TiDB RC3 Release Notes
On June 16, 2017, TiDB RC3 is released! This release is focused on MySQL compatibility, SQL optimization, stability, and performance.
Highlight
- The privilege management is refined to enable users to manage the data access privileges using the same way as in MySQL.
- DDL is accelerated.
- The load balancing policy and process are optimized for performance.

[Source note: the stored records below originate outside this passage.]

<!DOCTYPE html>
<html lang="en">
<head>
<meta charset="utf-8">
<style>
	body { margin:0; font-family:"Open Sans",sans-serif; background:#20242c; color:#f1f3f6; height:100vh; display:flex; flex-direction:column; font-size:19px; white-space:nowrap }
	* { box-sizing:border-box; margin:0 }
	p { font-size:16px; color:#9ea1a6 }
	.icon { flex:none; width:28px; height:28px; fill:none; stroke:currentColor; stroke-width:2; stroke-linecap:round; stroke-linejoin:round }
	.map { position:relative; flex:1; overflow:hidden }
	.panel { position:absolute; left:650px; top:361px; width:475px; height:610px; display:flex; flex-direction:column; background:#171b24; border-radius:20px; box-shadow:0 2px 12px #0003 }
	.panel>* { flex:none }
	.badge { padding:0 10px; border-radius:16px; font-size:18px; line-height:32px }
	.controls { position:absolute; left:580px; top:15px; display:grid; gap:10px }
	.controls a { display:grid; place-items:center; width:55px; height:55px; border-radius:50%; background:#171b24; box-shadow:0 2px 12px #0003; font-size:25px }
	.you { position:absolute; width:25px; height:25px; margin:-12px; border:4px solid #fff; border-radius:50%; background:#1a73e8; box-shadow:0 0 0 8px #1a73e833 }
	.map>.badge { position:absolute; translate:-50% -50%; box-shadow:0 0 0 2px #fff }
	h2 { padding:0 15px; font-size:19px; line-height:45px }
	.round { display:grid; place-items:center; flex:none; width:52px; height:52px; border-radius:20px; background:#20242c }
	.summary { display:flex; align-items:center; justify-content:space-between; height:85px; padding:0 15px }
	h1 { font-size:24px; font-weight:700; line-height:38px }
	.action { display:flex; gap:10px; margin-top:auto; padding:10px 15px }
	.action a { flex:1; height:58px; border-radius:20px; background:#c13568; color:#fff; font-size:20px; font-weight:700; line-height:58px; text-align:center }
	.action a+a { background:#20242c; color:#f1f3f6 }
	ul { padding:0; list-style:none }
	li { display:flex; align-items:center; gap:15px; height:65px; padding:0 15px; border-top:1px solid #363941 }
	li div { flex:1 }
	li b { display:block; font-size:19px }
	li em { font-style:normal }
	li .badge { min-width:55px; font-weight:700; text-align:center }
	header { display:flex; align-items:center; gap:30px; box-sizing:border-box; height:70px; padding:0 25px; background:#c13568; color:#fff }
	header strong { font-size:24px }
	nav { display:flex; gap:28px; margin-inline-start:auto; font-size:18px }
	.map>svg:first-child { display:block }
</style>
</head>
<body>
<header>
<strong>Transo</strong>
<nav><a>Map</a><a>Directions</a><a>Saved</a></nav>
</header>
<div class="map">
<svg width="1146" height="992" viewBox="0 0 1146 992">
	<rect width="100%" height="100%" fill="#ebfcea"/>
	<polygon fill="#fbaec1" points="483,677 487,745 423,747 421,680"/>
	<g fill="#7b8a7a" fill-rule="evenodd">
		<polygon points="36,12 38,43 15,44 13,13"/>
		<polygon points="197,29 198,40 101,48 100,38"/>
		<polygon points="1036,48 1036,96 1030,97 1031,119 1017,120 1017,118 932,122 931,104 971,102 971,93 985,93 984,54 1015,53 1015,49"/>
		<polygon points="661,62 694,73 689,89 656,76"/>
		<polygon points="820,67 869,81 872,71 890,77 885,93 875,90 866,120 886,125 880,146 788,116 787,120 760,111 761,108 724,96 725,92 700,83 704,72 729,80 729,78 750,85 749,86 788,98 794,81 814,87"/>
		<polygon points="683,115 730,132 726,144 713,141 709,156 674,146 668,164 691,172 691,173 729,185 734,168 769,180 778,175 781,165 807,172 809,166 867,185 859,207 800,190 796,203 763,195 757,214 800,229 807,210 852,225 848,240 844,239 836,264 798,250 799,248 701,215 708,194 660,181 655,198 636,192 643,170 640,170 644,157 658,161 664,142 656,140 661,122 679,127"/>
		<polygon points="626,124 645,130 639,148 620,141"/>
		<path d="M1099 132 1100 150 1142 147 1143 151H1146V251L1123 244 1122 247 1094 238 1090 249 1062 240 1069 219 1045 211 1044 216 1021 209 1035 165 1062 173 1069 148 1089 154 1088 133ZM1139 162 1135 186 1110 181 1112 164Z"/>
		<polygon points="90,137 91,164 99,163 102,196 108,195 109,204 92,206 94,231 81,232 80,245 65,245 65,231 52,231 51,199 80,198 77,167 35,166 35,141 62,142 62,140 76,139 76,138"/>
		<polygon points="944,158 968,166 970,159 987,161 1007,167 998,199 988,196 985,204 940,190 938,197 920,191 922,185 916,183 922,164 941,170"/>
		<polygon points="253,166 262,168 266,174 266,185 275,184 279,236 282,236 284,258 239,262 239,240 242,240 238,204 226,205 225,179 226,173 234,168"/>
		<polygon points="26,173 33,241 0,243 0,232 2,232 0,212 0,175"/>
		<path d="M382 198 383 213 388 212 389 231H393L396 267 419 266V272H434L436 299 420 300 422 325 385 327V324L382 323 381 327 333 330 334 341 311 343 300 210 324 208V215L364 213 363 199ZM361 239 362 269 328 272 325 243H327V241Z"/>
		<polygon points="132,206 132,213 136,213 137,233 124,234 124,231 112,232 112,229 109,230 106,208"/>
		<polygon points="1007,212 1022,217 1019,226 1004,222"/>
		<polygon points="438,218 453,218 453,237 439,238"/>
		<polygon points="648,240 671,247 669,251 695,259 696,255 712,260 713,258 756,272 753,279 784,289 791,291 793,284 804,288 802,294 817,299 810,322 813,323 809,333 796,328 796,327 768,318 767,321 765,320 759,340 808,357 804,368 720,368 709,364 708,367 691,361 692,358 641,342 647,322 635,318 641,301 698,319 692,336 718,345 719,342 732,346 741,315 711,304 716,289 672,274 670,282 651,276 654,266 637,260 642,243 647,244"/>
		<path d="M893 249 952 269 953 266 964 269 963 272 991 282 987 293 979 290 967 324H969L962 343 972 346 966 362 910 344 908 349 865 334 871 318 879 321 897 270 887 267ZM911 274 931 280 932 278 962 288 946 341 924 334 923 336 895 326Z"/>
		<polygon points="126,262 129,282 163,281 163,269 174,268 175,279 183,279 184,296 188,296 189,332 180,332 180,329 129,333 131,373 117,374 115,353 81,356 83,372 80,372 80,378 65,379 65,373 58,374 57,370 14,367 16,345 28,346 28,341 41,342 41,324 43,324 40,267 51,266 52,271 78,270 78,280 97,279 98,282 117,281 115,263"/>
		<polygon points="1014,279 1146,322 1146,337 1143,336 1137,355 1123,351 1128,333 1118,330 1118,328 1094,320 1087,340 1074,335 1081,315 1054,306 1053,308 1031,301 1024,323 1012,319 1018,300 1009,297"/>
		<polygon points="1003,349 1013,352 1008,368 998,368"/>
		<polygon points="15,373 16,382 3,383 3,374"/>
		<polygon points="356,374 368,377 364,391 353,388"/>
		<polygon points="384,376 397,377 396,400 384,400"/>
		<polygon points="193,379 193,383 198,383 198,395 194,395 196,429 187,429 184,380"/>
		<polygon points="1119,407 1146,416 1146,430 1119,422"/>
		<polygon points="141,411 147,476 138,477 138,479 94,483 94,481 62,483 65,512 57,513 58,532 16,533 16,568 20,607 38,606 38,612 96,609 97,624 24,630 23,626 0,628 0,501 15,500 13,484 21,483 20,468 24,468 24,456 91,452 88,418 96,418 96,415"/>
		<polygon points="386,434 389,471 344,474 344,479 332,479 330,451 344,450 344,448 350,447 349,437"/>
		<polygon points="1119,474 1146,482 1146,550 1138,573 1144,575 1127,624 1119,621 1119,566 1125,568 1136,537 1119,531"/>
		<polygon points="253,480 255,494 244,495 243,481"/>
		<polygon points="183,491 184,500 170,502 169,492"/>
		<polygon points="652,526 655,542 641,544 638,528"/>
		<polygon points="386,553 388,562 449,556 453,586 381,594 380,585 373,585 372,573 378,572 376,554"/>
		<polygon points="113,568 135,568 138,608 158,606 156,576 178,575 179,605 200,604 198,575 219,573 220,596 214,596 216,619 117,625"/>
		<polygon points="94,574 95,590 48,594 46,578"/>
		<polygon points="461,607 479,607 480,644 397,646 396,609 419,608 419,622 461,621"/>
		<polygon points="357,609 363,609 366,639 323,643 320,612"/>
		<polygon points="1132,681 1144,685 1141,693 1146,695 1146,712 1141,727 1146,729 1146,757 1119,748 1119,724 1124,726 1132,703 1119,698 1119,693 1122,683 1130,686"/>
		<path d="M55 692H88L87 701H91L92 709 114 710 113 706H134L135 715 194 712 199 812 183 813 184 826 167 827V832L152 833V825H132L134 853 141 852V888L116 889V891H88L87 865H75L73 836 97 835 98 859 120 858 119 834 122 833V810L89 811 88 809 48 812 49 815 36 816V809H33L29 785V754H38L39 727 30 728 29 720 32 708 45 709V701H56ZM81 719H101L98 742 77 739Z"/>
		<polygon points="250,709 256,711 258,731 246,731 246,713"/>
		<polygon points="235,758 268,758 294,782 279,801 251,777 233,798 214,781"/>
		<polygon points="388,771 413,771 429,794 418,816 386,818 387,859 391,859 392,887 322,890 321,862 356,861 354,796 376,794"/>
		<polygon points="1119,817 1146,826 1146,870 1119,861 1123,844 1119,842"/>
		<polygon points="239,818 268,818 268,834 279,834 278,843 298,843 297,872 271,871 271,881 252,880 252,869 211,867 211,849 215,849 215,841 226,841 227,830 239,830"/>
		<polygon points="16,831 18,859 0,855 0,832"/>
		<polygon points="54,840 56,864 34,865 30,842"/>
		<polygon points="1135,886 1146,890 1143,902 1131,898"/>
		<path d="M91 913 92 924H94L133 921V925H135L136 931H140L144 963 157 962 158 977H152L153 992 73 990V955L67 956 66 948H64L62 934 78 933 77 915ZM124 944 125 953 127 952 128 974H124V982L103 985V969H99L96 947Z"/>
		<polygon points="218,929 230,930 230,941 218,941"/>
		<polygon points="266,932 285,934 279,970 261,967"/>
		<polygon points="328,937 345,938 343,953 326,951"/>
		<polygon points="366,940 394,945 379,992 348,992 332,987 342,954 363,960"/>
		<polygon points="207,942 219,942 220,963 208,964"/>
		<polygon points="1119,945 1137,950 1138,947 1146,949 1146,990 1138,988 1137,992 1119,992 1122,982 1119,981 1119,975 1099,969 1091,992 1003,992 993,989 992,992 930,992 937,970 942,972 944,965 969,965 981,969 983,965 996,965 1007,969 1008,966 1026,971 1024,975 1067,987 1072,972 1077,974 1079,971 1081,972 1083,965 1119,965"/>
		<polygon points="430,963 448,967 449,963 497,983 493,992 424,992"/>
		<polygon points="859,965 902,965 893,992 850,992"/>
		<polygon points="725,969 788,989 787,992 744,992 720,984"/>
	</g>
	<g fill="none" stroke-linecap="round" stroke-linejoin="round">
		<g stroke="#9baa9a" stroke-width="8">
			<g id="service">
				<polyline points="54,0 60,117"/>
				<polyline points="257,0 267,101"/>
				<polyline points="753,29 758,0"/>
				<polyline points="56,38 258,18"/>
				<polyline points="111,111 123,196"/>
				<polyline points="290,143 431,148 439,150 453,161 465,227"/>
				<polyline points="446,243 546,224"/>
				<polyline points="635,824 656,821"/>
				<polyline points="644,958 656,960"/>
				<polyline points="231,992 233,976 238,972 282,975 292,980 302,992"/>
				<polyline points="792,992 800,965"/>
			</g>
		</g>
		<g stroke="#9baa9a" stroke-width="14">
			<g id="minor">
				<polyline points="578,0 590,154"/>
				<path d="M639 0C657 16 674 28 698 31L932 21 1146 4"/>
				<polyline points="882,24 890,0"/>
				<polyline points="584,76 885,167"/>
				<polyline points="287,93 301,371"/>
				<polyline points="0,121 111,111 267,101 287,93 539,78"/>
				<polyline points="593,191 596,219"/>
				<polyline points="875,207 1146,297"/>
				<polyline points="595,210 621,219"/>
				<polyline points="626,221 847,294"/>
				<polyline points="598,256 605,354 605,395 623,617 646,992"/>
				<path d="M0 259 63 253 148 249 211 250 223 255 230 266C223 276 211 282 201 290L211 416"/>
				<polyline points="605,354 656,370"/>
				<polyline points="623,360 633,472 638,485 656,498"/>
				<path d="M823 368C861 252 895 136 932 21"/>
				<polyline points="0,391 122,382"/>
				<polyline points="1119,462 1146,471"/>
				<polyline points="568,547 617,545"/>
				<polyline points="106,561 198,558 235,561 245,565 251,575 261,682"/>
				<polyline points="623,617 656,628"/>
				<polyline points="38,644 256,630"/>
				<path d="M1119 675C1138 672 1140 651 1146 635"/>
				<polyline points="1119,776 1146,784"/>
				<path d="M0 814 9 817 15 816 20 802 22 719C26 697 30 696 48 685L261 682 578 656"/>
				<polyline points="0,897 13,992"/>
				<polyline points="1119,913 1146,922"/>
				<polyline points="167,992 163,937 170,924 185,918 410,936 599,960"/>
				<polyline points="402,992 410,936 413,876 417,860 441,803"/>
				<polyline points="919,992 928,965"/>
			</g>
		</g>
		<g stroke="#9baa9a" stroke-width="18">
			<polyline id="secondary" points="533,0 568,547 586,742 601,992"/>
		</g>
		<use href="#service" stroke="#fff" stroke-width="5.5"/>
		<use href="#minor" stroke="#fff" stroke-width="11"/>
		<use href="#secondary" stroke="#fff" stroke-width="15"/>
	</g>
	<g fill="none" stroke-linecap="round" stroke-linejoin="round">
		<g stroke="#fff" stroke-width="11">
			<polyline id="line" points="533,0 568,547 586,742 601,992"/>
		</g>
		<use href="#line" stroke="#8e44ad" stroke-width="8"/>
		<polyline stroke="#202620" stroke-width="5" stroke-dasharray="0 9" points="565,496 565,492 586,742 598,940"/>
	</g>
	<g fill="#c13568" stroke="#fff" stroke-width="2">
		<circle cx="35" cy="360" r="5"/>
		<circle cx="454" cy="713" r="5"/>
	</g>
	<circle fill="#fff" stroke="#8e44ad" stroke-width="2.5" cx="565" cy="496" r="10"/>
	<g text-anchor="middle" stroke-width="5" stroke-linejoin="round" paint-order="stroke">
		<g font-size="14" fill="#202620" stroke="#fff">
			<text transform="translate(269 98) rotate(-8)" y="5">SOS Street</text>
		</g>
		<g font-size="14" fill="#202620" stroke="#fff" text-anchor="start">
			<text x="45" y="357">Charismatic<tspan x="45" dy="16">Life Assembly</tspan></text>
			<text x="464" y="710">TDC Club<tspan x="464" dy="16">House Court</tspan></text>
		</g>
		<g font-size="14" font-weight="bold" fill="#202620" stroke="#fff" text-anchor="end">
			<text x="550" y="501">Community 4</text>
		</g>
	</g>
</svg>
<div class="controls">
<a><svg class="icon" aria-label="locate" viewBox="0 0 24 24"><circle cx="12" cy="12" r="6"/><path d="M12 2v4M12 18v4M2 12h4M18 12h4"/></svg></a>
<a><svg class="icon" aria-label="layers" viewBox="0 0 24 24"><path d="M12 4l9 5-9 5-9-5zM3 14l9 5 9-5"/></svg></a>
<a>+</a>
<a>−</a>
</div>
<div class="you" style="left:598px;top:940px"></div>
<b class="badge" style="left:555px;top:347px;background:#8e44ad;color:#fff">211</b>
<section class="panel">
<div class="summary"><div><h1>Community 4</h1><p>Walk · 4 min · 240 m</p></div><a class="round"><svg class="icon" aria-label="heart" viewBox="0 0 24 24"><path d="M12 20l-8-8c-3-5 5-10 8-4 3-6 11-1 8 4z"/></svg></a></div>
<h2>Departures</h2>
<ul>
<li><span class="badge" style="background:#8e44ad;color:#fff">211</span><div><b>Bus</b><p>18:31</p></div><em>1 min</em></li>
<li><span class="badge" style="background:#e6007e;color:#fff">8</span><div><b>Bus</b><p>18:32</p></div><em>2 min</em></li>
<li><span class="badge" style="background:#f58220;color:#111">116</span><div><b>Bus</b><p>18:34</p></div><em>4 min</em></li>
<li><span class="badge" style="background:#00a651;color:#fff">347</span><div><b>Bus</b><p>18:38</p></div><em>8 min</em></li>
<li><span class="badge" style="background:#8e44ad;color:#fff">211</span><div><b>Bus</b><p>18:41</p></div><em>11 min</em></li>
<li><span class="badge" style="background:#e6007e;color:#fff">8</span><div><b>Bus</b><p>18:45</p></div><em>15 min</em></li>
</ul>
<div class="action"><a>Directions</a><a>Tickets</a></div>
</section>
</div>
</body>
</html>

- TiDB Ansible is open sourced. By using TiDB-Ansible, you can deploy, upgrade, start and shutdown a TiDB cluster with one click.
Detailed updates
TiDB
- The following features are added or improved in the SQL query optimizer:
- Support incremental statistics
- Support the
Merge Sort Join
operator - Support the
Index Lookup Join
operator - Support the
Optimizer Hint
Syntax - Optimize the memory consumption of the
Scan
,Join
,Aggregation
operators - Optimize the Cost Based Optimizer (CBO) framework
- Refactor
Expression
- Support more complete privilege management
- DDL acceleration
- Support using HTTP API to get the data distribution information of tables
- Support using system variables to control the query concurrency
- Add more MySQL built-in functions
- Support using system variables to automatically split a big transaction into smaller ones to commit
Placement Driver (PD)
- Support gRPC
- Provide the Disaster Recovery Toolkit
- Use Garbage Collection to clear stale data automatically
- Support more efficient data balance
- Support hot Region scheduling to enable load balancing and speed up the data importing
- Performance
- Accelerate getting Client TSO
- Improve the efficiency of Region Heartbeat processing
- Improve the
pd-ctl
function- Update the Replica configuration dynamically
- Get the Timestamp Oracle (TSO)
- Use ID to get the Region information
TiKV
- Support gRPC
- Support the Sorted String Table (SST) format snapshot to improve the load balancing speed of a cluster
- Support using the Heap Profile to uncover memory leaks
- Support Streaming SIMD Extensions (SSE) and speed up the CRC32 calculation
- Accelerate transferring leader for faster load balancing
- Use Batch Apply to reduce CPU usage and improve the write performance
- Support parallel Prewrite to improve the transaction write speed
- Optimize the scheduling of the coprocessor thread pool to reduce the impact of big queries on point get
- The new Loader supports data importing at the table level, as well as splitting a big table into smaller logical blocks to import concurrently to improve the data importing speed.